Es ist schon interessant, wie sich plötzlich alles auf den Kopf stellt. Noch vor einigen Wochen wurde in Talkshows und Zeitungskolumnen vorwiegend über das schwindende Vertrauen der Bevölkerung in die Politik diskutiert. Da war die „Krise“der SPÖ, die „Krise“der deutschen CDU: Wie egal es doch ist, was früher einmal eine Krise war. Und mit der Angst und Ungewissheit steigt das Vertrauen in die Politik plötzlich in ungeahnte Sphären. Längst geht es nicht mehr darum, ob die Leute den Politikern vertrauen. Die Frage der Stunde lautet: Wie viel Vertrauen haben die Politiker in die Bevölkerung? Nun wird sich nämlich zeigen, wie liberal und solidarisch diese Gesellschaft ist.
In Anbetracht des unverhohlenen Staatsegoismus stehen die Vorzeichen nicht gerade gut. US-Präsident Trump lässt die Märkte leer kaufen. Beatmungsgeräte, Schutzmasken und Medikamente. Deutschland fing für das italienische Gesundheitssystem bestimmte Güter an der Grenze ab.

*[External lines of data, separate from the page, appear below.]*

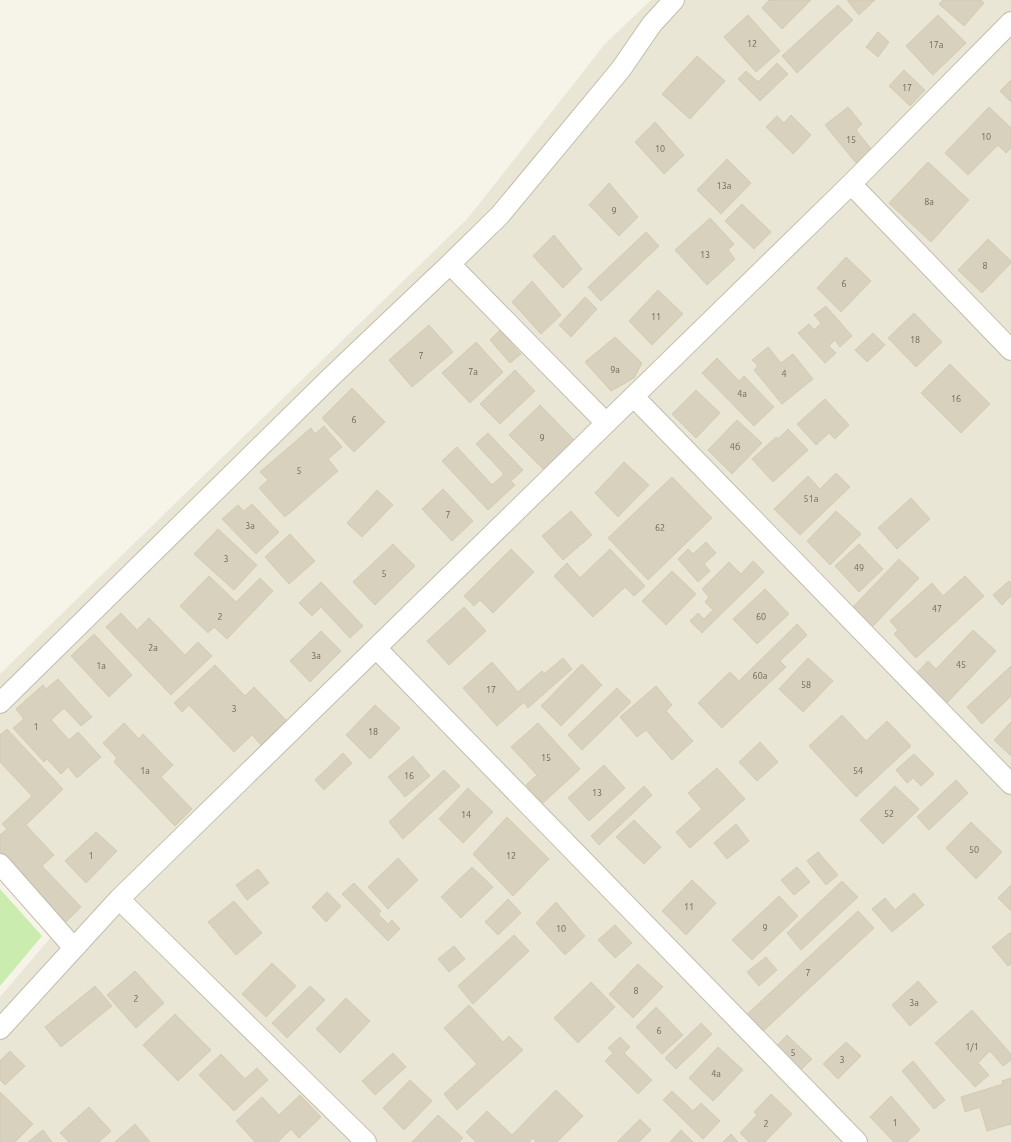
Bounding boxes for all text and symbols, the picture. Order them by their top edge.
house number: 12 [747,39,757,49]
house number: 17а [929,40,943,50]
house number: 17 [902,83,912,93]
house number: 10 [981,132,991,142]
house number: 15 [846,135,856,145]
house number: 10 [655,144,665,154]
house number: 13а [717,181,731,191]
house number: 8а [924,197,934,207]
house number: 9 [611,206,617,216]
house number: 13 [700,250,710,260]
house number: 8 [982,261,988,271]
house number: 6 [841,279,847,289]
house number: 11 [651,312,661,322]
house number: 18 [910,335,920,345]
house number: 7 [418,351,424,361]
house number: 9а [610,365,620,375]
house number: 7а [468,367,478,377]
house number: 4 [781,369,787,379]
house number: 4а [737,389,747,399]
house number: 16 [951,394,961,404]
house number: 6 [351,415,357,425]
house number: 9 [539,433,545,443]
house number: 4б [730,442,740,452]
house number: 5 [296,466,302,476]
house number: 51а [804,494,818,504]
house number: 7 [445,510,451,520]
house number: 3а [245,521,255,531]
house number: 62 [655,523,665,533]
house number: 3 [223,554,229,564]
house number: 49 [854,563,864,573]
house number: 5 [381,569,387,579]
house number: 47 [932,604,942,614]
house number: 2 [217,612,223,622]
house number: 60 [756,612,766,622]
house number: 2а [148,643,158,653]
house number: 3а [311,651,321,661]
house number: 45 [956,660,966,670]
house number: 1а [96,661,106,671]
house number: 60а [753,671,767,681]
house number: 58 [801,680,811,690]
house number: 17 [486,685,496,695]
house number: 3 [231,704,237,714]
house number: 1 [33,722,39,732]
house number: 18 [368,727,378,737]
house number: 15 [541,753,551,763]
house number: 1а [140,766,150,776]
house number: 54 [853,766,863,776]
house number: 16 [404,771,414,781]
house number: 13 [592,788,602,798]
house number: 52 [884,809,894,819]
house number: 14 [461,810,471,820]
house number: 50 [969,845,979,855]
house number: 1 [88,851,94,861]
house number: 12 [506,851,516,861]
house number: 11 [684,902,694,912]
house number: 9 [762,923,768,933]
house number: 10 [556,924,566,934]
house number: 7 [805,968,811,978]
house number: 8 [633,986,639,996]
house number: 2 [133,994,139,1004]
house number: 3а [909,998,919,1008]
house number: 6 [656,1026,662,1036]
house number: 1/1 [965,1042,979,1052]
house number: 5 [790,1048,796,1058]
house number: 3 [839,1055,845,1065]
house number: 4а [711,1069,721,1079]
house number: 1 [892,1118,898,1128]
house number: 2 [763,1119,769,1129]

Die viel gepriesenen Schnelltests werden zuerst auf den großen Märkten zu kaufen sein – kleine Länder wie Österreich werden sich wohl hinten anstellen müssen. Die Europäische Union ist nur noch ein Schatten ihrer selbst. Grenzen dicht, Eigeninteressen vor. Brüssel werde als „kafkaesker Papiertiger“weiterbestehen, meint der österreichische Ökonom Rahim Taghizadegan. Bei all den wirtschaftlichen und sozialen Verwerfungen konnte man bisher immer noch das „Friedensprojekt Europa“ins Treffen führen. Gilt das noch?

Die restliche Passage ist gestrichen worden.